Data —
* * * * * * * * *

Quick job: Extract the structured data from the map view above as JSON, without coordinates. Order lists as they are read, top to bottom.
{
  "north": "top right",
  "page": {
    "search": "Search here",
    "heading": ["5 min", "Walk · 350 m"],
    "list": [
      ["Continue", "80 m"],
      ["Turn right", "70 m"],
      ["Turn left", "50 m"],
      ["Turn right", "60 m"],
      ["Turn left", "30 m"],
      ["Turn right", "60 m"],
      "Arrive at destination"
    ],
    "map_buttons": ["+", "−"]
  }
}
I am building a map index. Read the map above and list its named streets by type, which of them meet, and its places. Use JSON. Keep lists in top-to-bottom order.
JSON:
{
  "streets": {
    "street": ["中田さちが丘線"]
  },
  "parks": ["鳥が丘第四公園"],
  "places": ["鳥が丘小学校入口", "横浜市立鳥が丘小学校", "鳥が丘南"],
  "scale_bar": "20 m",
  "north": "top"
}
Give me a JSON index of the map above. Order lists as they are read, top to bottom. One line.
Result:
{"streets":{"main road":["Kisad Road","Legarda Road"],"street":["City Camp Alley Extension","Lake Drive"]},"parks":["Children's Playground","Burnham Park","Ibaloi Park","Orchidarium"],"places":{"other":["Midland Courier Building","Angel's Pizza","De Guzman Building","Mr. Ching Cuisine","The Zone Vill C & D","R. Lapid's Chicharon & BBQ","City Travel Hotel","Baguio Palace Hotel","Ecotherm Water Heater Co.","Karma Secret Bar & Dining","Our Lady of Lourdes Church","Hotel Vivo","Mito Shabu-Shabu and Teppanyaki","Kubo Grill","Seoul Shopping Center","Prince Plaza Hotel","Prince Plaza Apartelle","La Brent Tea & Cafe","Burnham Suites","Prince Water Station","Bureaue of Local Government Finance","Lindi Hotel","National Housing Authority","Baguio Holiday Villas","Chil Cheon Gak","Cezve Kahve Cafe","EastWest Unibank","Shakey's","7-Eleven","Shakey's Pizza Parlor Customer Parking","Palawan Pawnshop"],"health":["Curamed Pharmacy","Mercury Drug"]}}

* * * * * * * * *

Task item — Lines containing the word "index" are to be pulled from the records and copied.

Written response —
I am building a map index. Read the map above and list its named streets by type, which of them meet, and its places. Use JSON. Keep lists in top-to-bottom order.
Give me a JSON index of the map above. Order lists as they are read, top to bottom. One line.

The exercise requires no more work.